My client – I’ll call her “Travelling Trainer” or TT for short – was complaining recently about her over-stuffed closets so we set a date for a closet audit to get the situation under control. And she agreed to let me document some of our process with photos to share with you.

I brought along a collapsible garment rack to we could pull out entire sections of her closet contents and approach those items as if we were shopping — deciding what items we liked well enough for her to “buy” again (replace in her closet).

That approach creates a lot less stress than actively deciding what to discard – even though the result is the same.  In the end we eliminated a good percentage of those clothes – not at all unusual percentage, by the way.
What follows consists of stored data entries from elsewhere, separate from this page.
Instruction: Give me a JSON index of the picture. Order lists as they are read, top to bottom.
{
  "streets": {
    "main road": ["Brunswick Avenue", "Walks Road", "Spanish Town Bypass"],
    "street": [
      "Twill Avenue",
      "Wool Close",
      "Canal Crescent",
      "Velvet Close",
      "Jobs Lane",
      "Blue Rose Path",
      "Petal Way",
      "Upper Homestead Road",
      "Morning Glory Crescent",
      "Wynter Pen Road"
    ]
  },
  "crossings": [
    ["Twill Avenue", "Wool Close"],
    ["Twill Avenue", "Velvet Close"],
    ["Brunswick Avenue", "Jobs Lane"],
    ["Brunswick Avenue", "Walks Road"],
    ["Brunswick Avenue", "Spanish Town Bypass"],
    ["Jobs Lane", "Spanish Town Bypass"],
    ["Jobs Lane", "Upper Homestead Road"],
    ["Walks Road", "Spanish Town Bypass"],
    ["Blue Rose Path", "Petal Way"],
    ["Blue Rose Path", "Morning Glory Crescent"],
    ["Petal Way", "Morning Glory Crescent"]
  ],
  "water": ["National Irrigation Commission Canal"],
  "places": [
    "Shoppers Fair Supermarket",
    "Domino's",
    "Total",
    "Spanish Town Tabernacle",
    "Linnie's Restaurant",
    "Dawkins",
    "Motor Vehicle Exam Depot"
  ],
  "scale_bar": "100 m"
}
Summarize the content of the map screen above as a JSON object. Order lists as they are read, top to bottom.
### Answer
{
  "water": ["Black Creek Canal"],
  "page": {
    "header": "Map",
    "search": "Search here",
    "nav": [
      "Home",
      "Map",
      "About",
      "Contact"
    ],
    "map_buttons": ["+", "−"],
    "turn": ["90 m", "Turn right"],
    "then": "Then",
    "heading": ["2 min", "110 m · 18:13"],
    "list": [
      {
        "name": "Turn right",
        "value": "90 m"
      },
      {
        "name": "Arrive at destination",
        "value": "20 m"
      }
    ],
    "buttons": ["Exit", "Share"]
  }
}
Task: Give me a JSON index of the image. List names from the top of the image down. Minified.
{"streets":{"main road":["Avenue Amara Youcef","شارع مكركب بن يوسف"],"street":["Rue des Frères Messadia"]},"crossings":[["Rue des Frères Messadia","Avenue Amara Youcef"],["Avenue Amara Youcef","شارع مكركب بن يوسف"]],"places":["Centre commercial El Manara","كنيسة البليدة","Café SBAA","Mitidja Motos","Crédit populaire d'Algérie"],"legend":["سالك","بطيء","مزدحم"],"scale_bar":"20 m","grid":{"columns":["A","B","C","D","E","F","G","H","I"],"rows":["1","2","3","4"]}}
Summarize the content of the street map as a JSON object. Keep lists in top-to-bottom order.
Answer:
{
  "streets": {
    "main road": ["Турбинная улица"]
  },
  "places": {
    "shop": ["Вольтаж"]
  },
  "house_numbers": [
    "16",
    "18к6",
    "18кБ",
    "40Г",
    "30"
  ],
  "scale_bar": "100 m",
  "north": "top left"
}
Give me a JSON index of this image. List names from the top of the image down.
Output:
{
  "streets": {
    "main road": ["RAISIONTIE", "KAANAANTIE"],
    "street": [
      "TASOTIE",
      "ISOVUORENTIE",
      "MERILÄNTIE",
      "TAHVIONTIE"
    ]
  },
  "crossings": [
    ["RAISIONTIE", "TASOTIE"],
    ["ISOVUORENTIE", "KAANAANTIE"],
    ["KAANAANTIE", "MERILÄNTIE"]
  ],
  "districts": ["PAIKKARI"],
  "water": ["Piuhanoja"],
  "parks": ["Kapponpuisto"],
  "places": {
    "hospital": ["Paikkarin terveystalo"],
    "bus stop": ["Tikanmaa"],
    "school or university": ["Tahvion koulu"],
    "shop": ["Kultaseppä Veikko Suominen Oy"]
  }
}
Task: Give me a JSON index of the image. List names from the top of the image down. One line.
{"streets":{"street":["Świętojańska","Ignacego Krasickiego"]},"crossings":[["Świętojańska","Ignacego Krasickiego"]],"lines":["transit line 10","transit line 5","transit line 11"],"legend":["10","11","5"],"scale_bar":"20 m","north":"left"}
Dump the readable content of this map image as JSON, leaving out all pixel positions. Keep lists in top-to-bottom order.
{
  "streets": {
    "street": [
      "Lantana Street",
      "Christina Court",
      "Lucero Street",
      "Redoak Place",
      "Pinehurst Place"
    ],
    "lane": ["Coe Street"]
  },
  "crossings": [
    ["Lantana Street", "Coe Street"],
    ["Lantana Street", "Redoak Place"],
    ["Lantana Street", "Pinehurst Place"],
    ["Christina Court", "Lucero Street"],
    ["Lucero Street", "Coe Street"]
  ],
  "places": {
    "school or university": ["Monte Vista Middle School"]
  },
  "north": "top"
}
So now she is fully aware of what she has and can get dressed each day with confidence and ease.

As a warm-up exercise, we tackled her collection of scarves.  We used the Color Fan from her recent color consultation to make quick decisions about which ones to “buy” back into her wardrobe.  The pile on the chair (left) will go to friends, resale and charity.  The right photo shows one of two specialty hangers where she can now easily find a perfect accessory for nearly any outfit – sorted with neutrals on one hanger (shown) and colors – in rainbow order, of course – on the other.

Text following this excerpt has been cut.